Data provided section start
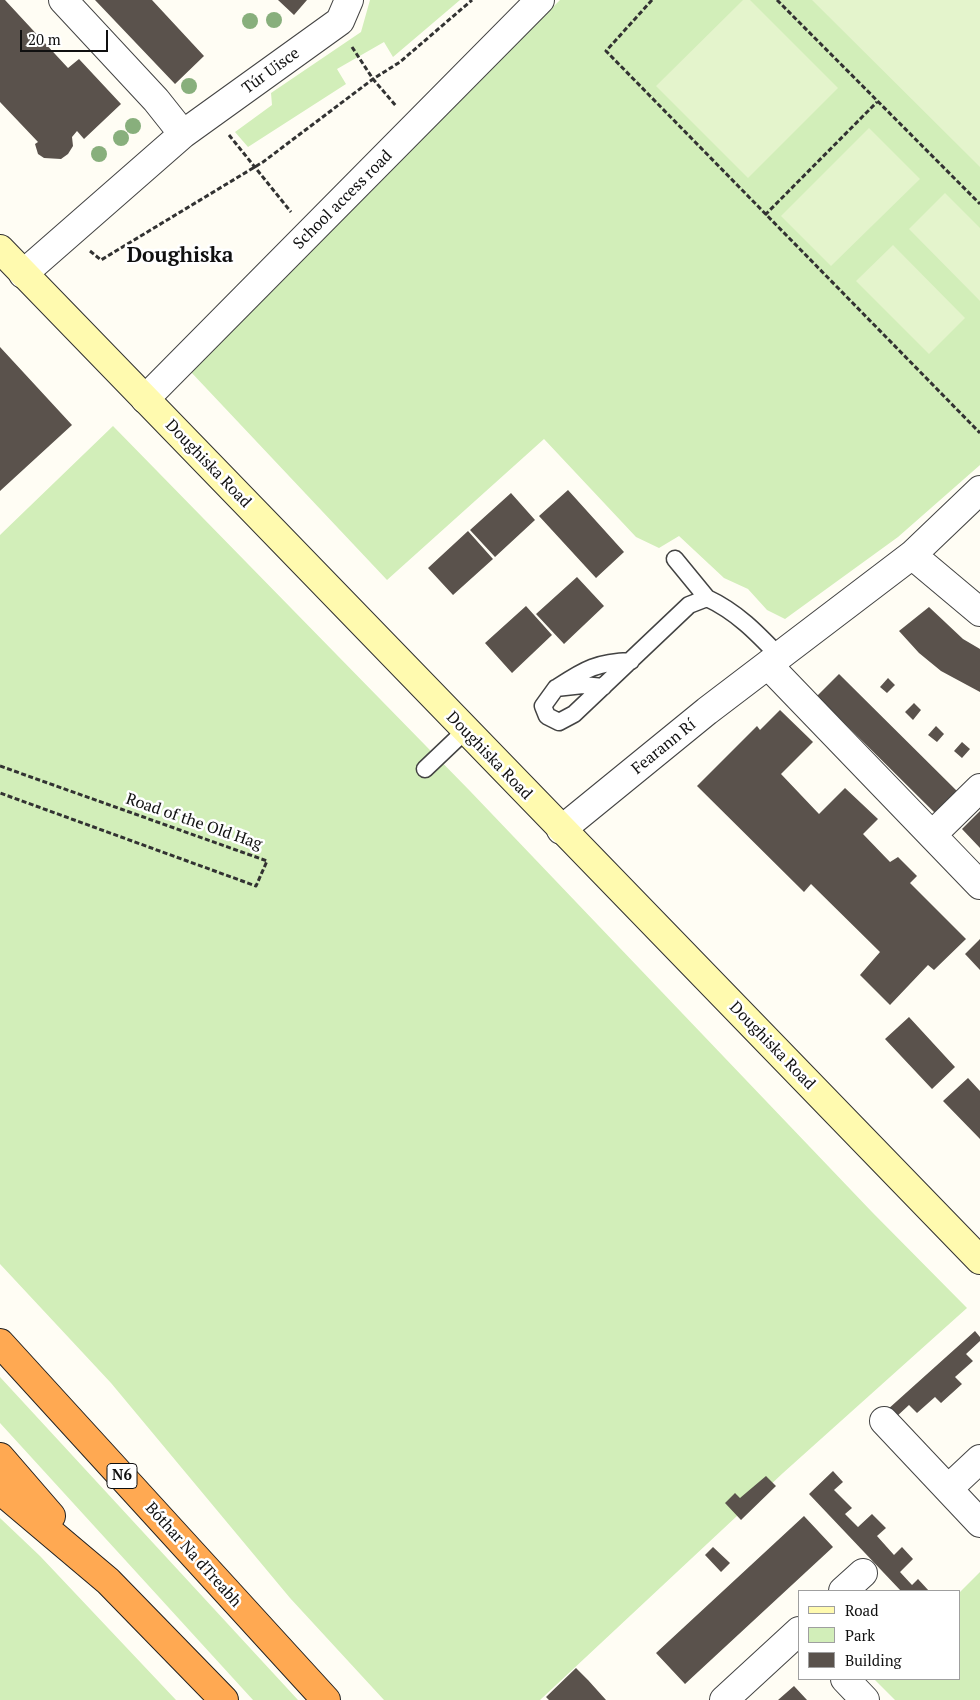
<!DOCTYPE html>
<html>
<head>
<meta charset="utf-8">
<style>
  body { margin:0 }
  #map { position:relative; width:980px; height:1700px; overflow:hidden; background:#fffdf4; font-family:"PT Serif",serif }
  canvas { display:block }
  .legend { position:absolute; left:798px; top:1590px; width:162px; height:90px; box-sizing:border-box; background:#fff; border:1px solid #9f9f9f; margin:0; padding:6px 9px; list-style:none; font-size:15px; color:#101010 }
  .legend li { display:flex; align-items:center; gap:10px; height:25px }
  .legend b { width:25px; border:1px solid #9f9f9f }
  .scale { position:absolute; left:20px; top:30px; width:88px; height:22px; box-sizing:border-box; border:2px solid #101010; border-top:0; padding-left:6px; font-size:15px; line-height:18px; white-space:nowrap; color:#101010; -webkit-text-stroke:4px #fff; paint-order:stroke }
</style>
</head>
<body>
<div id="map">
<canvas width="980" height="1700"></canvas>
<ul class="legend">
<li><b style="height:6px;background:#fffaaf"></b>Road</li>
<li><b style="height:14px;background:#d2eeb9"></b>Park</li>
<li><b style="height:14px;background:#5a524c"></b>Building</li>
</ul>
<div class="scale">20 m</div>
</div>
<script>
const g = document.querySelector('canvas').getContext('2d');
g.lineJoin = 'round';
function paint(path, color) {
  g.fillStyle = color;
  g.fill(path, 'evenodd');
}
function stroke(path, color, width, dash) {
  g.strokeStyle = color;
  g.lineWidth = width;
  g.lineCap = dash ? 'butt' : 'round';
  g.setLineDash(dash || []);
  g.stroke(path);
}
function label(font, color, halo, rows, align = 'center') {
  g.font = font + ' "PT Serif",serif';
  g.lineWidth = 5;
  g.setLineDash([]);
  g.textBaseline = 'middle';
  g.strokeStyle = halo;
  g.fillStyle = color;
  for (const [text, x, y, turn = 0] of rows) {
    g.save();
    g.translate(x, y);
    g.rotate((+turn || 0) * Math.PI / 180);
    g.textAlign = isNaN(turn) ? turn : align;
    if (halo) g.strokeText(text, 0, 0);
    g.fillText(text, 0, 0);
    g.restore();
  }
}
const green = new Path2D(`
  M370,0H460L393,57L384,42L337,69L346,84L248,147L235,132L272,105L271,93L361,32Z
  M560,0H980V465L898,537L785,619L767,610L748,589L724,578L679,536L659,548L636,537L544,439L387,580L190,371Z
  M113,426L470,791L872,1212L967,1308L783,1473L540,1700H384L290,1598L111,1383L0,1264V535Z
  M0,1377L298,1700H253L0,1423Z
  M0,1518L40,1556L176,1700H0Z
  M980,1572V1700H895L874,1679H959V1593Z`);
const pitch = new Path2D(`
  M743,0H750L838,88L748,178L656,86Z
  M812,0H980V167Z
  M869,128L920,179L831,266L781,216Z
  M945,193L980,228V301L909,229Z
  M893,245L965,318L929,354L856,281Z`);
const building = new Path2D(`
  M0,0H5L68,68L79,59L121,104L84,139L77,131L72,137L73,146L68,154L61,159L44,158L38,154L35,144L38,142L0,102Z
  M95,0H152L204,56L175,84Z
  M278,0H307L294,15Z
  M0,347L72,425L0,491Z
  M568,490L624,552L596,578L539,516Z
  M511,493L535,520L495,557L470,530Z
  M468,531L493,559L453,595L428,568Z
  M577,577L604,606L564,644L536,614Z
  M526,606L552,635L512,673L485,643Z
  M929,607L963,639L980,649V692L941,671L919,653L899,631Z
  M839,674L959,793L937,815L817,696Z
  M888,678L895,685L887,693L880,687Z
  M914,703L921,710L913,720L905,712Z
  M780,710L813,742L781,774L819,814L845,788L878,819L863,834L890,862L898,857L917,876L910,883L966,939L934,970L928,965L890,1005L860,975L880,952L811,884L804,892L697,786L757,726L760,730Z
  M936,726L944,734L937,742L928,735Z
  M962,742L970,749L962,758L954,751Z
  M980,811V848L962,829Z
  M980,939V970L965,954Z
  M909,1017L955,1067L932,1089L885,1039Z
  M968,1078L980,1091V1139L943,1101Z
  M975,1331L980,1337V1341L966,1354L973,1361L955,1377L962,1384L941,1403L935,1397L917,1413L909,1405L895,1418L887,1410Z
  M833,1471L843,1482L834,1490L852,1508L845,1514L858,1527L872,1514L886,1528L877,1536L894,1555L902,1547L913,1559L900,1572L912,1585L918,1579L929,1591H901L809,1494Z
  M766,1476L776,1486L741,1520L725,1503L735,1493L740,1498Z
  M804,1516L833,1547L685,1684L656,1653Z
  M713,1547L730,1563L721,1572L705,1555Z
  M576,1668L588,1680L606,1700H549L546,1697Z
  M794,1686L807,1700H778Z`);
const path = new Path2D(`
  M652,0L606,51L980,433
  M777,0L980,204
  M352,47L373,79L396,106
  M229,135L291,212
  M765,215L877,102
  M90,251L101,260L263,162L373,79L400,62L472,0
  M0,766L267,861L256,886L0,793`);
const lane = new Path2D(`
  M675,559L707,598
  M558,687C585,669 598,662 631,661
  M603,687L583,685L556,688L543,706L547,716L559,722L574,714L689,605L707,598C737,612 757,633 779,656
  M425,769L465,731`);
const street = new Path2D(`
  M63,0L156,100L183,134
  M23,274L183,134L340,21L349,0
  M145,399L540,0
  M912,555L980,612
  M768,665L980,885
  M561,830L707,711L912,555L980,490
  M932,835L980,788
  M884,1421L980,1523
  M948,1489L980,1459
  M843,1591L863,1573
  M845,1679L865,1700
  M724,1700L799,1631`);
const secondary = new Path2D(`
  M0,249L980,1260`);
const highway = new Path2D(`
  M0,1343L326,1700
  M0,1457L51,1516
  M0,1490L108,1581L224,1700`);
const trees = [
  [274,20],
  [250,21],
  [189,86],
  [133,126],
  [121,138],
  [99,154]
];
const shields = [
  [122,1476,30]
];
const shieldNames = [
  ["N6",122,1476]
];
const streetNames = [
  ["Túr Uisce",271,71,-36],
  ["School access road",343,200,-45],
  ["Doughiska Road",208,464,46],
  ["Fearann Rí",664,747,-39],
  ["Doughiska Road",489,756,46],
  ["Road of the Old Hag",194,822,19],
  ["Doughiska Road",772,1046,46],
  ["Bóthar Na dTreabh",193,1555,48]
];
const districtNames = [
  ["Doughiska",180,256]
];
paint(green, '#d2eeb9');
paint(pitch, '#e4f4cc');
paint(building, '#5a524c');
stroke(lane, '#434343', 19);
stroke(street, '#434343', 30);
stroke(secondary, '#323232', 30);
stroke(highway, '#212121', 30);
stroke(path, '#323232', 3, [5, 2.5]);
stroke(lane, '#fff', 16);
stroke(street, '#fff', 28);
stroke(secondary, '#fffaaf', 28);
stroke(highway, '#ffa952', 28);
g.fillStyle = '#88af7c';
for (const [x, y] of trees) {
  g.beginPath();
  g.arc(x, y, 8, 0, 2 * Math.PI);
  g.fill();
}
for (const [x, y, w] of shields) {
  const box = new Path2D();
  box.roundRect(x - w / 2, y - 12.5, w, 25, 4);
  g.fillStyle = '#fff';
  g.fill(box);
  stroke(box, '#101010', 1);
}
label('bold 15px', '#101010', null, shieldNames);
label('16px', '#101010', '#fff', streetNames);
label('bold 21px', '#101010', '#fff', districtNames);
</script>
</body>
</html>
Data provided section end
Problem to solve:
Reproduce, character for character, only the lines of the preceding data that start at the line with "g.setLineDash([]);" and end at the line with "M980,939V970L965,954Z", both included.

Your response:
  g.setLineDash([]);
  g.textBaseline = 'middle';
  g.strokeStyle = halo;
  g.fillStyle = color;
  for (const [text, x, y, turn = 0] of rows) {
    g.save();
    g.translate(x, y);
    g.rotate((+turn || 0) * Math.PI / 180);
    g.textAlign = isNaN(turn) ? turn : align;
    if (halo) g.strokeText(text, 0, 0);
    g.fillText(text, 0, 0);
    g.restore();
  }
}
const green = new Path2D(`
  M370,0H460L393,57L384,42L337,69L346,84L248,147L235,132L272,105L271,93L361,32Z
  M560,0H980V465L898,537L785,619L767,610L748,589L724,578L679,536L659,548L636,537L544,439L387,580L190,371Z
  M113,426L470,791L872,1212L967,1308L783,1473L540,1700H384L290,1598L111,1383L0,1264V535Z
  M0,1377L298,1700H253L0,1423Z
  M0,1518L40,1556L176,1700H0Z
  M980,1572V1700H895L874,1679H959V1593Z`);
const pitch = new Path2D(`
  M743,0H750L838,88L748,178L656,86Z
  M812,0H980V167Z
  M869,128L920,179L831,266L781,216Z
  M945,193L980,228V301L909,229Z
  M893,245L965,318L929,354L856,281Z`);
const building = new Path2D(`
  M0,0H5L68,68L79,59L121,104L84,139L77,131L72,137L73,146L68,154L61,159L44,158L38,154L35,144L38,142L0,102Z
  M95,0H152L204,56L175,84Z
  M278,0H307L294,15Z
  M0,347L72,425L0,491Z
  M568,490L624,552L596,578L539,516Z
  M511,493L535,520L495,557L470,530Z
  M468,531L493,559L453,595L428,568Z
  M577,577L604,606L564,644L536,614Z
  M526,606L552,635L512,673L485,643Z
  M929,607L963,639L980,649V692L941,671L919,653L899,631Z
  M839,674L959,793L937,815L817,696Z
  M888,678L895,685L887,693L880,687Z
  M914,703L921,710L913,720L905,712Z
  M780,710L813,742L781,774L819,814L845,788L878,819L863,834L890,862L898,857L917,876L910,883L966,939L934,970L928,965L890,1005L860,975L880,952L811,884L804,892L697,786L757,726L760,730Z
  M936,726L944,734L937,742L928,735Z
  M962,742L970,749L962,758L954,751Z
  M980,811V848L962,829Z
  M980,939V970L965,954Z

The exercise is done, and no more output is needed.